Actually I can. I can tell you that on the chip I'm currently using "vadd.vv v3, v1, v2" takes 3 clock cycles for LMUL=1, 6 clock cycles for LMUL=2, 12 clock cycles for LMUL=4, and 24 clock cycles for LMUL=8.

You always have to know what current LMUL you have, otherwise you can try to use illegal register numbers. For example in LMUL=8 you can only use v0, v8, v16, and v24. Anything else causes an exception.

"From what I understand, you can't tell how long each vlb.v or vsb.v will take on a given processor, as it depend on the number of elements that will be returned in a4. The last iteration of the loop for example will probably take less time than the others, because the instructions will only have to load and store the trailing part of the data."

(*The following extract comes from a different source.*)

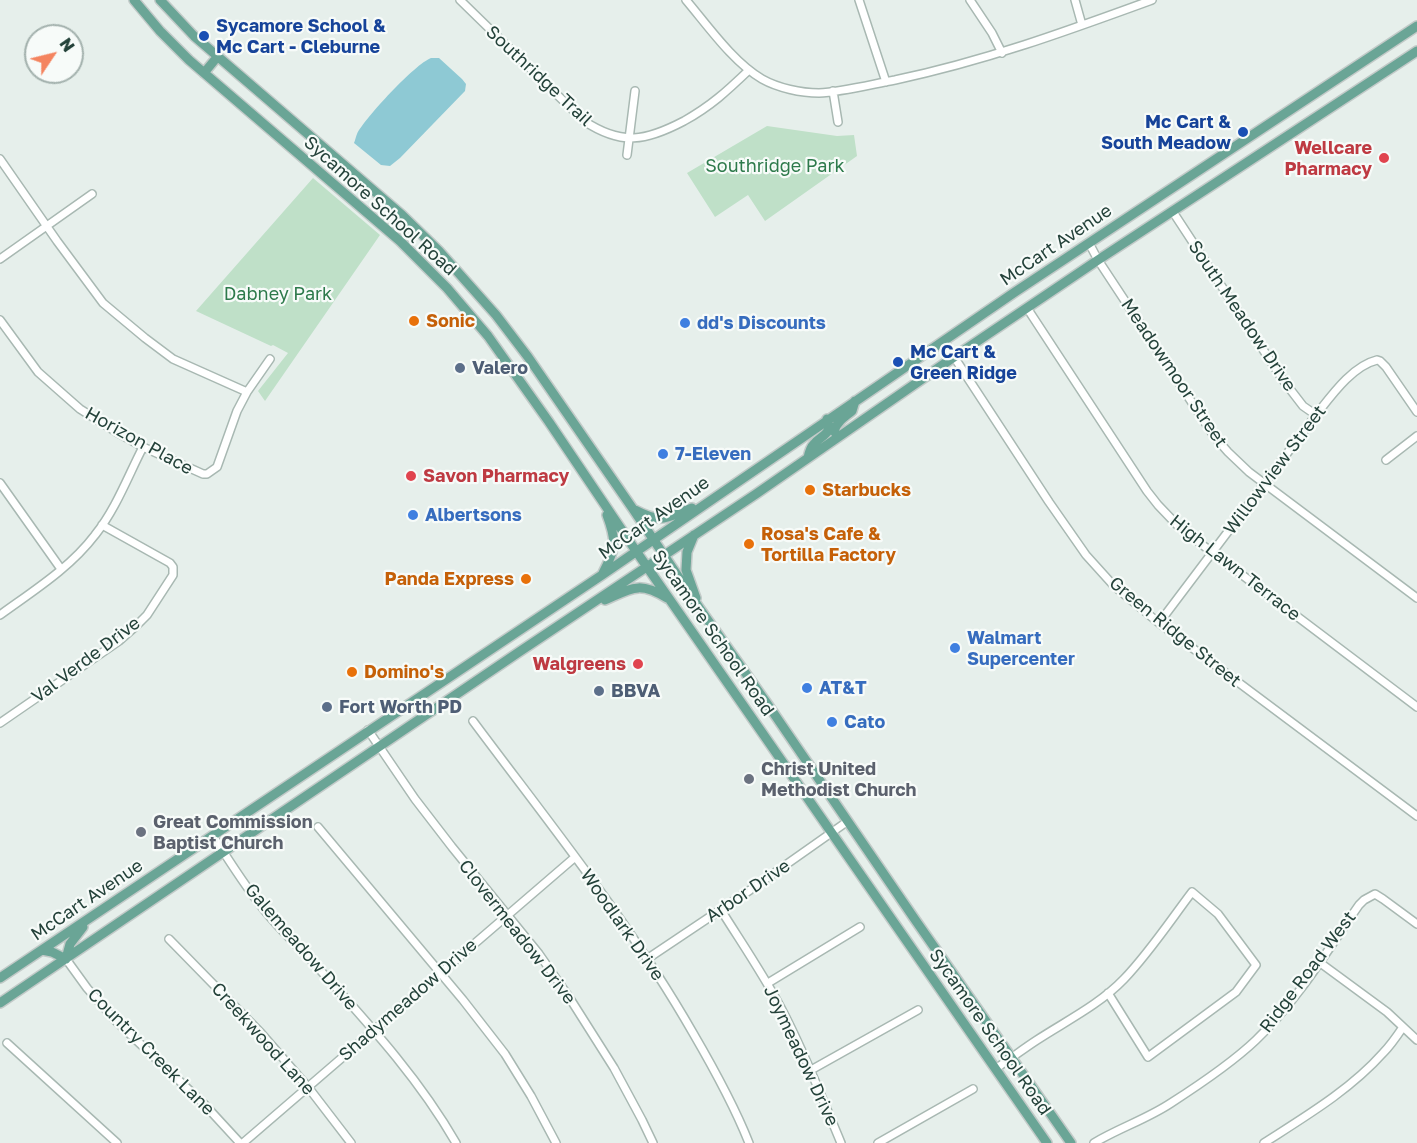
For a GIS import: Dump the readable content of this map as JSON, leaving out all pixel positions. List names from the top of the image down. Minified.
{"streets":{"main road":["Sycamore School Road","McCart Avenue"],"street":["Southridge Trail","South Meadow Drive","Meadowmoor Street","Horizon Place","Willowview Street","High Lawn Terrace","Green Ridge Street","Val Verde Drive","Arbor Drive","Woodlark Drive","Clovermeadow Drive","Galemeadow Drive","Ridge Road West","Shadymeadow Drive","Creekwood Lane","Country Creek Lane","Joymeadow Drive"]},"crossings":[["Sycamore School Road","McCart Avenue"],["Sycamore School Road","Arbor Drive"],["McCart Avenue","South Meadow Drive"],["McCart Avenue","Meadowmoor Street"],["McCart Avenue","High Lawn Terrace"],["McCart Avenue","Green Ridge Street"],["McCart Avenue","Clovermeadow Drive"],["McCart Avenue","Galemeadow Drive"],["McCart Avenue","Country Creek Lane"],["South Meadow Drive","Willowview Street"],["Meadowmoor Street","Willowview Street"],["Willowview Street","High Lawn Terrace"],["Willowview Street","Green Ridge Street"],["Arbor Drive","Woodlark Drive"],["Arbor Drive","Joymeadow Drive"],["Woodlark Drive","Shadymeadow Drive"],["Clovermeadow Drive","Shadymeadow Drive"],["Galemeadow Drive","Shadymeadow Drive"],["Shadymeadow Drive","Creekwood Lane"],["Shadymeadow Drive","Country Creek Lane"]],"parks":["Southridge Park","Dabney Park"],"places":["Sycamore School & Mc Cart - Cleburne","Mc Cart & South Meadow","Wellcare Pharmacy","Sonic","dd's Discounts","Mc Cart & Green Ridge","Valero","7-Eleven","Savon Pharmacy","Starbucks","Albertsons","Rosa's Cafe & Tortilla Factory","Panda Express","Walmart Supercenter","Walgreens","Domino's","AT&T","BBVA","Fort Worth PD","Cato","Christ United Methodist Church","Great Commission Baptist Church"],"north":"top right"}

If you look at the link I provided, you will see that's not the case. The memcpy() function takes absolutely identical time for any memcpy() length from 0 bytes to 64 bytes. It does not depend on the number of active elements. At least on this chip, which is currently the only chip in the world you can get your hands on with a RISC-V Vector unit.

On some other chip it might take a different amount of time. But on this one, and probably many others, it takes the same amount of time.

"I think I would prefer if an open CISC ISA [...] with smaller code size and memory footprint"

CISC ISAs do not have smaller code size.

The two most compact code modern full-featured ISAs are ARMv7 and RISC-V. They are smaller than i686 by quite a margin.

In 64 bit there is absolutely no competition. RISC-V is the smallest code, with ARMv8 and AMD64 quite similar to each other but significantly bigger.

Just look at the same programs compiled for each one and you'll see. I suggest something like Ubuntu 21.04, which is available for all three. Take a look in /bin and /usr/bin and run "size" on the binaries. It's indisputable. RISC-V is the clear winner in 64 bit ISAs. ARMHF is similar or a little bit more compact in 32 bit. CISC x86 isn't close in either case.